Futur inaccessible (il n’aura jamais lieu).
Les guerres appartiennent au passé. Les maladies appartiennent au passé. Même les guerres corporatistes appartiennent au passé. Divisé en corporations qui ont remplacé les tribus et les pays, le monde vibre à l’unisson devant un jeu du cirque moderne, le Rollerball. Une piste circulaire, deux équipes, trois motos et une dizaines de joueurs en patins à roulettes par équipe, un point de marque et une balle en acier qui est tirée dans un rail le long de la piste circulaire à 200km/h, juste ce qu’il faut pour vous arracher le bras ou faire exploser une moto.
Jonathan E. de Houston, de la corporation Énergie, est le maître incontesté du Rollerball, il forme une équipe d’enfer avec Moonpie. La corporation Énergie fournit tout à Jonathan : un ranch où il se sent très bien, de jolies partenaires sexuelles dont il s’ennuie assez vite, des drogues. Et puis à la veille de la demi-finale contre Tokyo on lui demande de prendre sa retraite au cours d’une émission diffusée en mondiovision. Mais Jonathan adore le Rollerball et il n’est pas enclin à s’arrêter, surtout pas avant d’arriver en finale. La corporation essaye tout pour y parvenir et, de guerre lasse, change les règles du Rollerball espérant que Jonathan reste sur le carreau… comme tant d’autres.

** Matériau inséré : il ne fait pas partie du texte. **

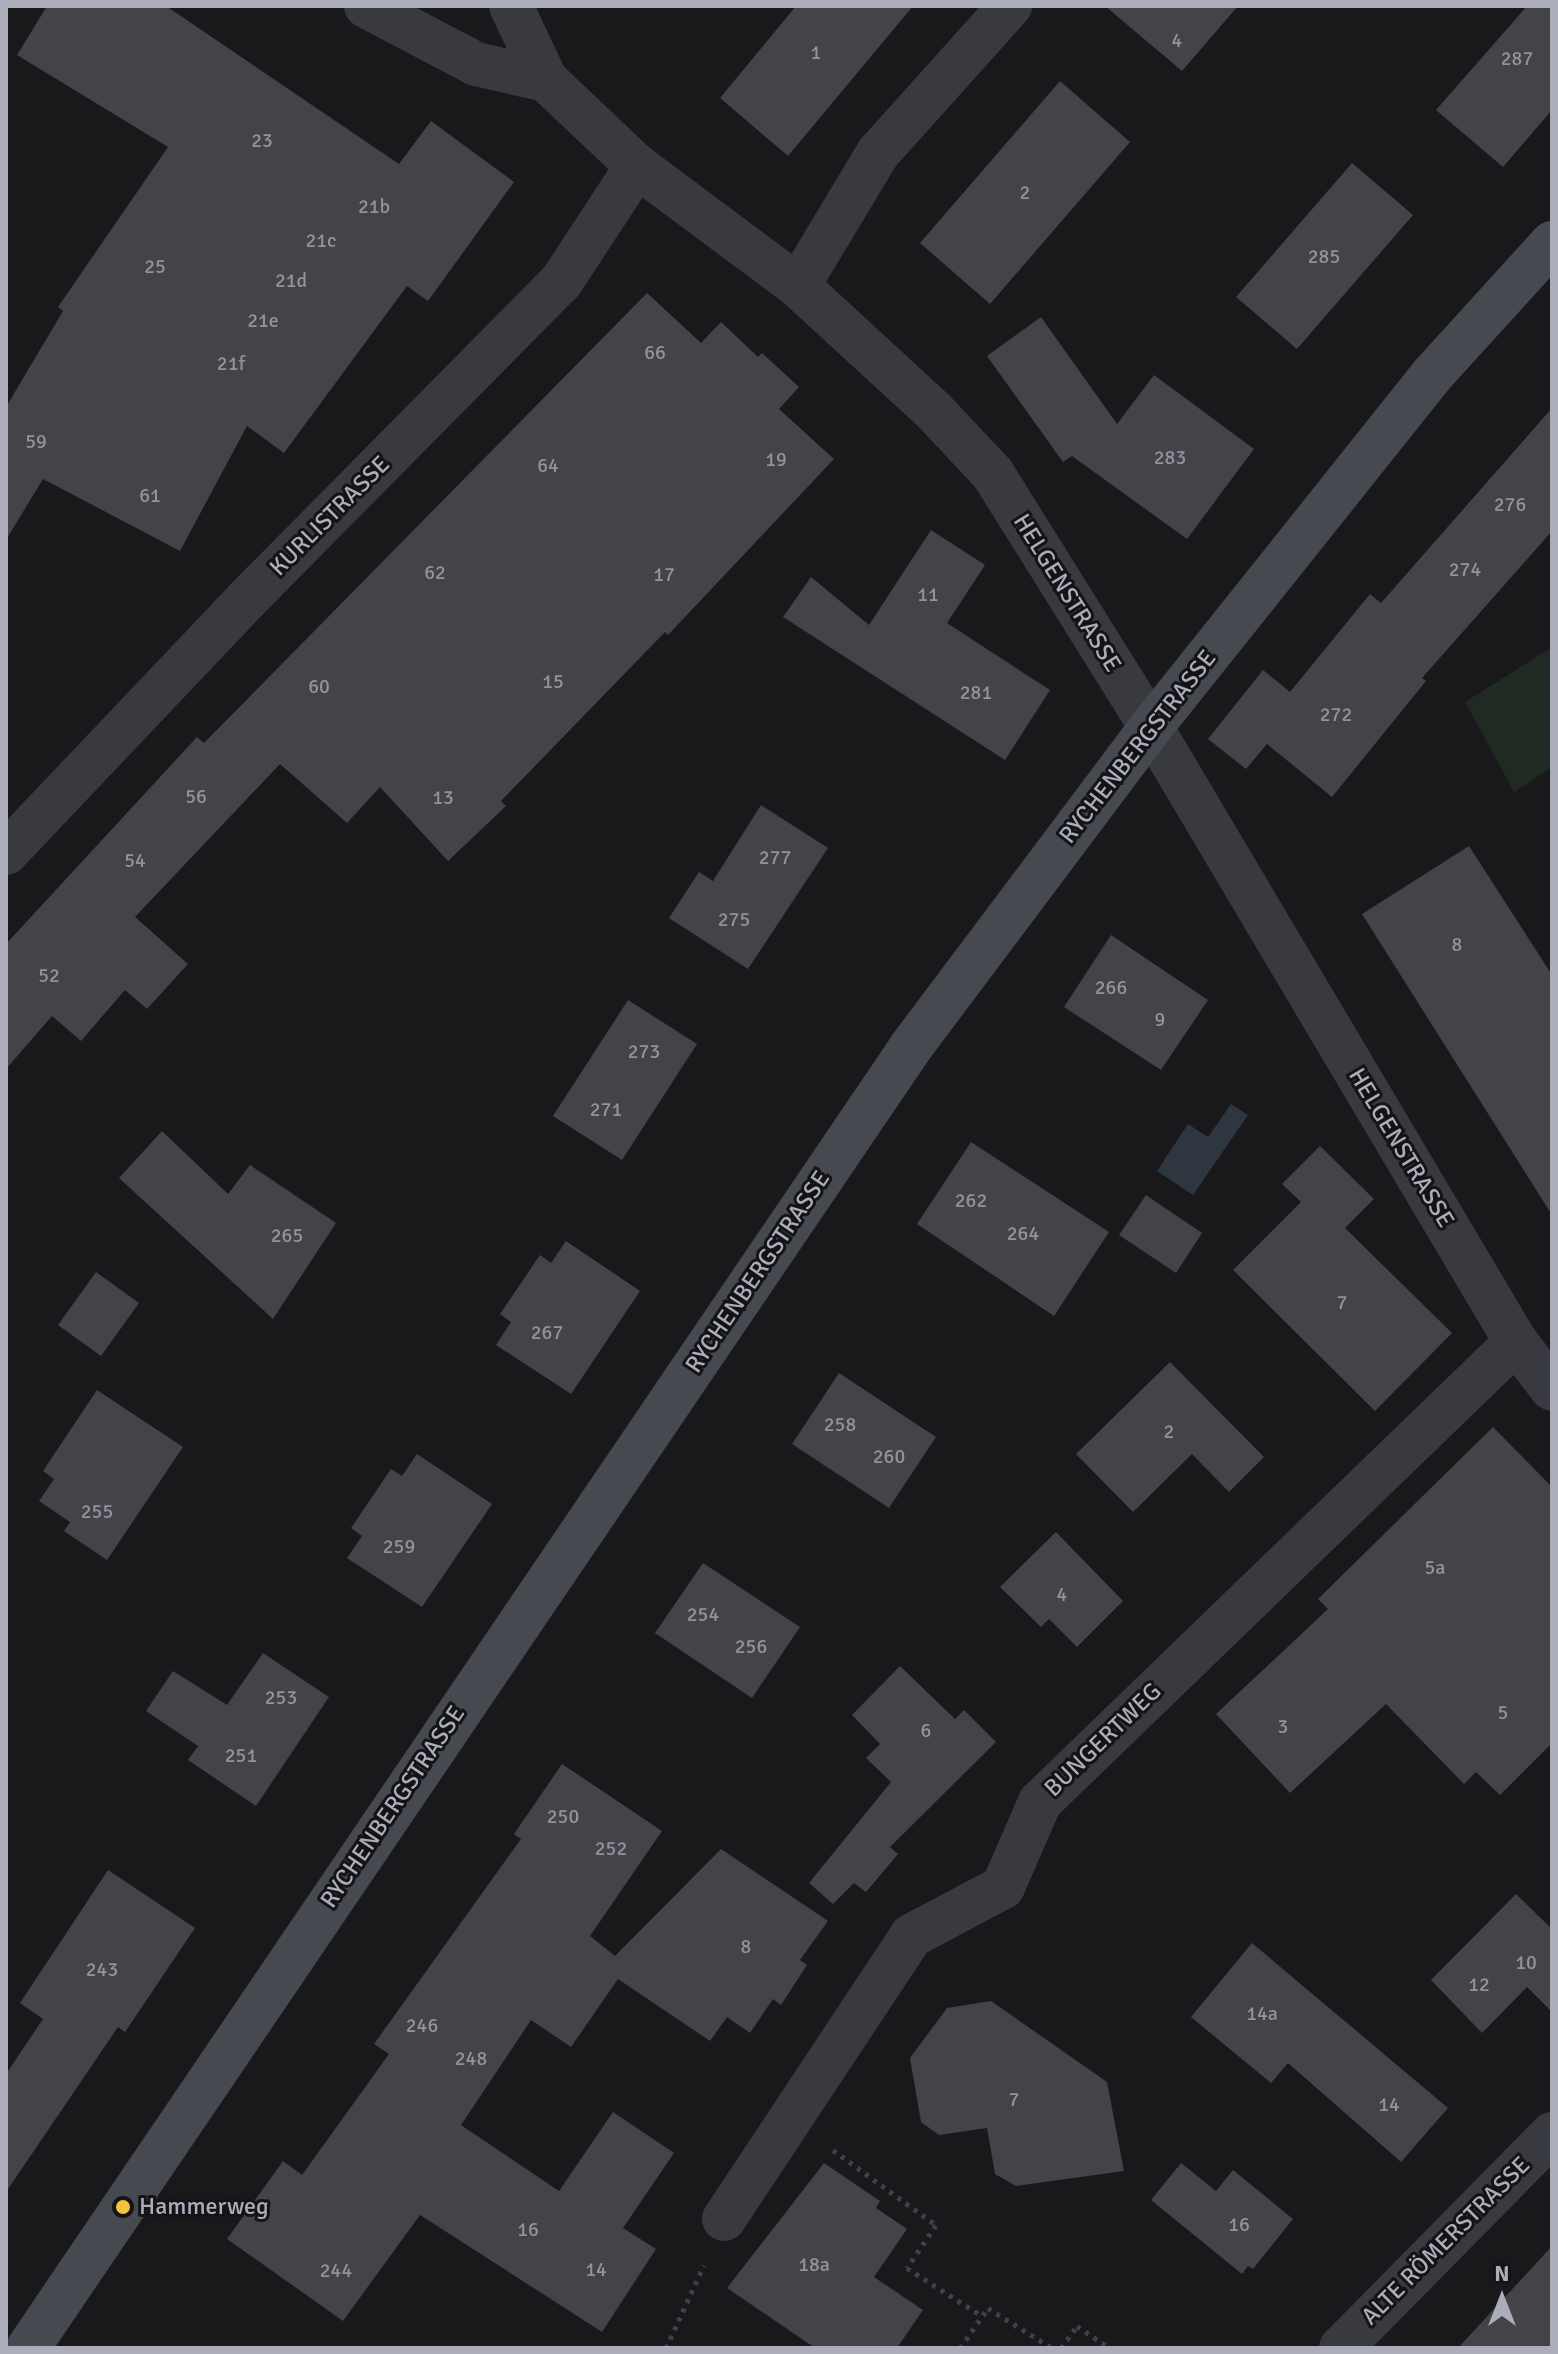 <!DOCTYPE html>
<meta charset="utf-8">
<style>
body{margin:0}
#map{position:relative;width:1558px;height:2354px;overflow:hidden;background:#19181b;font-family:Signika,sans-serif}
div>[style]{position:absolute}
.green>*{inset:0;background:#202922}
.water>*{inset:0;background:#2e363f}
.building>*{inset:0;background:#434348}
.path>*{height:5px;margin-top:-2.5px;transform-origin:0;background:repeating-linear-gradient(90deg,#3f4147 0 4px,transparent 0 10px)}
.street>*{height:44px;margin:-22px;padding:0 22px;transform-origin:22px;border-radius:22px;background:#393a40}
.secondary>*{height:44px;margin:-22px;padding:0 22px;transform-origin:22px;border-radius:22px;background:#474950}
.dots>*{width:22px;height:22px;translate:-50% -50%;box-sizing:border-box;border:4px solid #141316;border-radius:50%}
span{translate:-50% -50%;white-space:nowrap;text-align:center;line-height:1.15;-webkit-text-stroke:6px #141316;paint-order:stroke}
.number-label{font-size:20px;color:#91939e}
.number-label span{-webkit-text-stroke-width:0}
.street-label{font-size:24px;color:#abaeba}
.poi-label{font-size:24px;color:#abaeba}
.left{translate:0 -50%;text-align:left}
.frame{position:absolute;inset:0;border:8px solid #abaeba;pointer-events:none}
.north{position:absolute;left:1462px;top:2258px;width:80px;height:80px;-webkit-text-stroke:6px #141316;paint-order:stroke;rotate:0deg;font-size:22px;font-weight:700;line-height:32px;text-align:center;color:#abaeba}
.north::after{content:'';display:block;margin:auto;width:28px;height:36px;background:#abaeba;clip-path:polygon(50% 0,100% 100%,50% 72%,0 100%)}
</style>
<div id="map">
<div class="green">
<div style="clip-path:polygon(1552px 647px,1552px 767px,1514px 792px,1465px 702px)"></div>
</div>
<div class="water">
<div style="clip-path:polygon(1231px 1104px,1248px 1115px,1193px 1195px,1157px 1171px,1188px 1124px,1208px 1137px)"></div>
</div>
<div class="building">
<div style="clip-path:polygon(47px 6px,166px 6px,399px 164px,431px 121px,514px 182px,428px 301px,407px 286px,284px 453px,247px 426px,180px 551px,43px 479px,6px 540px,6px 407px,63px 311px,58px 307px,168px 147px,17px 55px)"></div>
<div style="clip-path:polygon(796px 6px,913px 6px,788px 156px,720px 98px)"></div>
<div style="clip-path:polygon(1105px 6px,1238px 6px,1182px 71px)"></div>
<div style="clip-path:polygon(1527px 6px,1552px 6px,1552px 110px,1503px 167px,1436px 110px)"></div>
<div style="clip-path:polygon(1060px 81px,1130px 142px,990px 304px,920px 243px)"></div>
<div style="clip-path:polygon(1352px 163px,1413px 215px,1297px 349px,1236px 297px)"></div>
<div style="clip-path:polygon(647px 293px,701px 343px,721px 322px,758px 357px,762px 353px,799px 387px,779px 409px,834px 459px,668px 635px,665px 632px,501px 801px,506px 806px,448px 861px,380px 787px,347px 823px,280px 764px,135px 917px,188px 964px,147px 1009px,125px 990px,81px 1041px,52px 1016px,6px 1069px,6px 944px,197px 737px,204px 743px)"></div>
<div style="clip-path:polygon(1041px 317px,1117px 424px,1154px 375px,1254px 449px,1187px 539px,1072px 456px,1063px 462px,987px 356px)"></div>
<div style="clip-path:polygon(1552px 408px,1552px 531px,1422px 678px,1426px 681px,1332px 797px,1267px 744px,1246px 769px,1208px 739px,1263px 670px,1290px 692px,1370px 594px,1381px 603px)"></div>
<div style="clip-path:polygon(931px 530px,985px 565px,947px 623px,1050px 690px,1005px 760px,783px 617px,811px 577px,869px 625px)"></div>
<div style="clip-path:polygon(761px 805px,828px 848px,748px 969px,669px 918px,699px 872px,713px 881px)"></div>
<div style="clip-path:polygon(1469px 846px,1552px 975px,1552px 1215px,1362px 914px)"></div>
<div style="clip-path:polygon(1111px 935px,1208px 1000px,1161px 1070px,1064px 1007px)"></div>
<div style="clip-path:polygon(628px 1000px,697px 1044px,622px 1160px,553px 1116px)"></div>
<div style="clip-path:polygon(162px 1131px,228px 1194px,250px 1165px,336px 1223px,273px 1319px,119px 1178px)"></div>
<div style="clip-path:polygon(971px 1142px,1109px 1232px,1054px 1316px,917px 1224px)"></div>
<div style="clip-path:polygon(1320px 1146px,1374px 1199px,1345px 1228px,1452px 1333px,1375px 1411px,1233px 1270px,1301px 1202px,1282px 1184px)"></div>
<div style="clip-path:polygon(1146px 1195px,1202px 1233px,1176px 1273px,1119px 1235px)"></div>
<div style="clip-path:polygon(566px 1241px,640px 1291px,571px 1394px,496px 1345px,511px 1322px,500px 1314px,540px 1255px,551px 1263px)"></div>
<div style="clip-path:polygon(96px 1272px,139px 1303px,101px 1356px,58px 1325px)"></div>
<div style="clip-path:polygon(1170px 1362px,1264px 1457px,1229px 1492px,1192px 1454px,1133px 1512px,1076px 1454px)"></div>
<div style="clip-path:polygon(839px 1373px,936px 1437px,889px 1508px,792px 1444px)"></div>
<div style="clip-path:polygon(97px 1390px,183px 1447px,107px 1560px,64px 1531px,70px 1522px,39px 1501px,54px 1479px,43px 1471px)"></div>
<div style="clip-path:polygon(1493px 1427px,1552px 1487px,1552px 1743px,1500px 1795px,1476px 1772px,1464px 1784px,1386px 1704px,1290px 1793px,1216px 1714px,1328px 1609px,1318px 1599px)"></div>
<div style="clip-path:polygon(417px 1454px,492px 1504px,422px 1607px,347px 1558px,362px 1536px,351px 1528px,391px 1469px,402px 1476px)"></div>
<div style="clip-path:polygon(1056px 1532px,1123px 1601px,1077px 1647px,1049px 1619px,1041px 1627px,1000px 1587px)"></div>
<div style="clip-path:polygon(703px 1563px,800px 1627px,752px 1698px,655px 1633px)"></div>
<div style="clip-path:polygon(263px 1653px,329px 1697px,256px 1806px,188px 1760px,198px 1746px,146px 1711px,173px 1671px,227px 1705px)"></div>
<div style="clip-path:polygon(900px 1666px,955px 1719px,964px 1710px,996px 1742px,890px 1847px,898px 1854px,866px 1892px,854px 1883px,833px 1904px,809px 1883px,891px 1782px,866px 1758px,880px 1744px,852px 1715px)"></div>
<div style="clip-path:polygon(562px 1764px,662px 1831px,590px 1936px,615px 1956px,721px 1849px,828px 1921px,800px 1960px,807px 1965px,781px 2005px,773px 1999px,750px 2033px,727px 2017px,710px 2041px,618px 1979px,571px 2047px,531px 2020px,461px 2125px,559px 2191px,613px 2112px,674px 2153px,623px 2228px,656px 2249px,602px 2332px,420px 2215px,343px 2321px,227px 2239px,283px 2161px,302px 2175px,389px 2054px,374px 2044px,521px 1839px,514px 1834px)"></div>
<div style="clip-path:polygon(108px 1870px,195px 1928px,125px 2032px,118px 2027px,6px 2192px,6px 2074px,43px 2019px,20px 2003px)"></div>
<div style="clip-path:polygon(1516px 1894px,1552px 1929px,1552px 2012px,1527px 1987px,1482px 2033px,1431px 1980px)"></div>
<div style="clip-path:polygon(1252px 1943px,1448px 2108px,1401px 2162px,1288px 2063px,1271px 2083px,1191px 2017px)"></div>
<div style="clip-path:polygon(991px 2001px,1107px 2082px,1124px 2171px,1016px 2186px,995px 2174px,987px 2128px,939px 2135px,921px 2122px,910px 2058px,947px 2008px)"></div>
<div style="clip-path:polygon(824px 2163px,880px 2201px,876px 2208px,907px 2229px,874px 2277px,923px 2310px,897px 2348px,815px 2348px,727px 2288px)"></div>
<div style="clip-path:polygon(1181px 2163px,1216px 2191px,1233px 2170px,1293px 2219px,1253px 2269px,1248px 2266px,1242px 2274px,1151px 2200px)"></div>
<div style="clip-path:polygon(1552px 2246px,1552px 2348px,1458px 2348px)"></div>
</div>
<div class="path">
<div style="left:833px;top:2150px;width:127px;rotate:36.1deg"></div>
<div style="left:936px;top:2225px;width:52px;rotate:124deg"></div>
<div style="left:907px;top:2268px;width:89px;rotate:32.6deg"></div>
<div style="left:666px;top:2348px;width:91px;rotate:-65.4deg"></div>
<div style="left:960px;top:2348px;width:49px;rotate:-55deg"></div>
<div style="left:988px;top:2308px;width:75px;rotate:32deg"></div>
<div style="left:1061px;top:2348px;width:27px;rotate:-54deg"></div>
<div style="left:1077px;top:2326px;width:40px;rotate:34deg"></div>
</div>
<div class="street">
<div style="left:366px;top:6px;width:124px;rotate:27.8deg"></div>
<div style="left:476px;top:64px;width:72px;rotate:12.9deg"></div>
<div style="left:546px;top:80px;width:125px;rotate:43.4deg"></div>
<div style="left:637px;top:166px;width:201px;rotate:36.7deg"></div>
<div style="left:798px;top:286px;width:183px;rotate:42.6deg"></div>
<div style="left:933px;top:410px;width:88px;rotate:46.8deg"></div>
<div style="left:993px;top:474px;width:298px;rotate:58deg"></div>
<div style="left:1151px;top:727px;width:715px;rotate:59.31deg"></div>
<div style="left:1516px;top:1342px;width:59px;rotate:52.5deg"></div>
<div style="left:511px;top:6px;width:82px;rotate:64.7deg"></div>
<div style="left:798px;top:286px;width:155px;rotate:-59deg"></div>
<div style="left:878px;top:153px;width:198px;rotate:-48.1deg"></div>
<div style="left:6px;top:853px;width:349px;rotate:-46.5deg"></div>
<div style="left:246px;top:600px;width:448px;rotate:-45.3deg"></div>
<div style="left:561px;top:282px;width:139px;rotate:-56.8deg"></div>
<div style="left:724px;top:2219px;width:339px;rotate:-56.5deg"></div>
<div style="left:911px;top:1936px;width:104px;rotate:-28deg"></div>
<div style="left:1003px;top:1887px;width:93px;rotate:-66.5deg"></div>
<div style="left:1040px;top:1802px;width:662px;rotate:-44.02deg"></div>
<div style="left:1341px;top:2348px;width:301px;rotate:-45.4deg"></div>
</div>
<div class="secondary">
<div style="left:28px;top:2348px;width:1571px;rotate:-55.84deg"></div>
<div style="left:910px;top:1048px;width:401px;rotate:-53.1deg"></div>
<div style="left:1151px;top:727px;width:449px;rotate:-51.4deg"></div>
<div style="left:1431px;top:376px;width:180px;rotate:-47.7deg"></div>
</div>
<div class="dots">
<div style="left:123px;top:2207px;background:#f1c43a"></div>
</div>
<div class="number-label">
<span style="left:1177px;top:40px">4</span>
<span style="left:816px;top:52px">1</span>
<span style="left:1517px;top:58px">287</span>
<span style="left:262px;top:140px">23</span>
<span style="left:1025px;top:192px">2</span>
<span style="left:374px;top:206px">21b</span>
<span style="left:321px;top:240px">21c</span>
<span style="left:1324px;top:256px">285</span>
<span style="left:155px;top:266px">25</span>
<span style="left:291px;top:280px">21d</span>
<span style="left:263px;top:320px">21e</span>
<span style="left:655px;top:352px">66</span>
<span style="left:231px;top:363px">21f</span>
<span style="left:36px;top:441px">59</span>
<span style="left:1170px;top:457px">283</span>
<span style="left:776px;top:459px">19</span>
<span style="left:548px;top:465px">64</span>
<span style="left:150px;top:495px">61</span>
<span style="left:1510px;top:504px">276</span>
<span style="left:1465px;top:569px">274</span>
<span style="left:435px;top:572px">62</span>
<span style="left:664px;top:574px">17</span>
<span style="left:928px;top:594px">11</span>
<span style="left:553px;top:681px">15</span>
<span style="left:319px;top:686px">60</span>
<span style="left:976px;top:692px">281</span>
<span style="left:1336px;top:714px">272</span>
<span style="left:196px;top:796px">56</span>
<span style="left:443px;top:797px">13</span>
<span style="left:775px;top:857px">277</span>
<span style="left:135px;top:860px">54</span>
<span style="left:734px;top:919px">275</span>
<span style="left:1457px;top:944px">8</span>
<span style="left:49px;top:975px">52</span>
<span style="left:1111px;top:987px">266</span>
<span style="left:1160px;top:1019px">9</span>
<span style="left:644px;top:1051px">273</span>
<span style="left:606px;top:1109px">271</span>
<span style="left:971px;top:1200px">262</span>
<span style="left:1023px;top:1233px">264</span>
<span style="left:287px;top:1235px">265</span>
<span style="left:1342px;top:1302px">7</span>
<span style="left:547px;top:1332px">267</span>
<span style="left:840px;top:1424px">258</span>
<span style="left:1169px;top:1431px">2</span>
<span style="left:889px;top:1456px">260</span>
<span style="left:97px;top:1511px">255</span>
<span style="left:399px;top:1546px">259</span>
<span style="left:1435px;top:1567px">5a</span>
<span style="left:1062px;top:1594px">4</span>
<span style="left:703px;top:1614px">254</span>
<span style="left:751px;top:1646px">256</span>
<span style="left:281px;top:1697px">253</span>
<span style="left:1503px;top:1712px">5</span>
<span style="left:1283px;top:1726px">3</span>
<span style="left:926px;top:1730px">6</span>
<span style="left:241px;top:1755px">251</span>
<span style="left:563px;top:1816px">250</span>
<span style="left:611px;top:1848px">252</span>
<span style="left:746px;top:1946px">8</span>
<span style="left:1526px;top:1962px">10</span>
<span style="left:102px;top:1969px">243</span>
<span style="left:1479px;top:1984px">12</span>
<span style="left:1262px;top:2013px">14a</span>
<span style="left:422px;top:2025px">246</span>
<span style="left:471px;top:2058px">248</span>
<span style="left:1014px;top:2099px">7</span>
<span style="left:1389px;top:2104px">14</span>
<span style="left:1239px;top:2224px">16</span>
<span style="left:528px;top:2229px">16</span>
<span style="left:814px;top:2264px">18a</span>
<span style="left:596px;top:2269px">14</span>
<span style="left:336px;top:2270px">244</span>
</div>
<div class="street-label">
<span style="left:330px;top:516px;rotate:-45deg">KURLISTRASSE</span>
<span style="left:1067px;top:593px;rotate:58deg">HELGENSTRASSE</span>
<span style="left:1138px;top:747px;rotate:-52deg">RYCHENBERGSTRASSE</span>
<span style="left:1401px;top:1148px;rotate:59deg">HELGENSTRASSE</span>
<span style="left:758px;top:1272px;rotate:-56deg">RYCHENBERGSTRASSE</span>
<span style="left:1103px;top:1740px;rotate:-44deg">BUNGERTWEG</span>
<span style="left:393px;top:1807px;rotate:-56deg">RYCHENBERGSTRASSE</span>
<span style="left:1446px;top:2241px;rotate:-45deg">ALTE RÖMERSTRASSE</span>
</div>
<div class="poi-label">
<span class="left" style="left:139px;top:2207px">Hammerweg</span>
</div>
<div class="frame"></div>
<div class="north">N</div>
</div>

1973 (dans notre passé cristallisé) : Les journaux français titrent » Tout va être plus cher : la totalité de notre économie est touchée par la hausse du pétrole », c’est le premier choc pétrolier et, pour certains, certains seulement, il met fin à l’illusion d’une énergie illimitée et bon marché. D’une certaine façon, Rollerball a été accouché par ce premier choc pétrolier. Nous est montré une société de castes où les grands problèmes de 1973 (le pétrole cher, la guerre froide et ses menaces nucléaires) ont été réglés définitivement. Il y a d’un côté les travailleurs qui jouissent du confort moderne et de leur divertissement préféré, extrêmement brutal (quand le film commence le record de morts durant une seule partie est de neuf), et de l’autre les cadres qui ont non seulement un confort plus grand encore, mais les plus belles femmes, les plus belles maisons, mais aussi tiennent le monde (dans un poing) grâce au Rollerball dont ils raffolent bien évidemment.
Le film qui est excellent de bout en bout (mais évidemment très daté sur le plan esthétique) est porté par James Caan (qui nous a quittés mercredi 6 juillet 2022). Jonathan E. est un personnage pas très malin, obtus et volontiers brutal, pas forcement un brelan de qualités qu’on associe d’habitude au héros américain. C’est néanmoins un personnage attachant, car il refuse de se faire broyer par le système, car le spectateur n’est pas dupe : Jonathan E. est un prisonnier, voire un esclave puisque rien ne semble lui appartenir alors que lui appartient à une puissante corporation. C’est évidemment un Spartacus des temps futurs, à la différence qu’il ne ne va pas mener une révolte, mais juste dire « non » à titre individuel.
Après Squid Game la violence dans Rollerball semble presque anodine, pourtant je me souviens de l’impact qu’elle avait eu en France quand le film est passé pour la première fois à la télévision ; le lendemain, on ne parlait que de ça à mon école. Le monde se divisait alors en deux catégories : ceux avaient pu le voir et ceux qui n’avaient pas pu le voir. Ce n’est pas la violence du spectacle qui distingue Rollerball des autres films du même genre, mais bien le personnage de Jonathan E., à qui le confort ne suffit pas, mais qui va jouer sa rébellion dans les règles de ses oppresseurs, jusqu’au bout. Philosophiquement, il tient davantage du personnage de samouraï sur la voie du Bushido que du palimpseste de cow-boy texan.
Rollerball fait réfléchir et montre à quel point une société où les inégalités progressent (comme la nôtre) est une bombe à retardement. On peut décorréler lutte contre le réchauffement climatique et lutte contre les inégalités, la preuve nos hommes politiques font ça toute l’année (et pas seulement en France), et pourtant ces deux problèmes ne m’ont jamais semblé aussi liés.
‘Freedom is obedience, obedience is work, work is life’
Cette citation est tirée du très mauvais film australien Les Traqués de l’an 2000, Turkey shoot, 1982 qui n’aurait sans doute jamais vu le jour sans Rollerball. Comme d’habitude, préférez l’original (plus subtil) à la copie.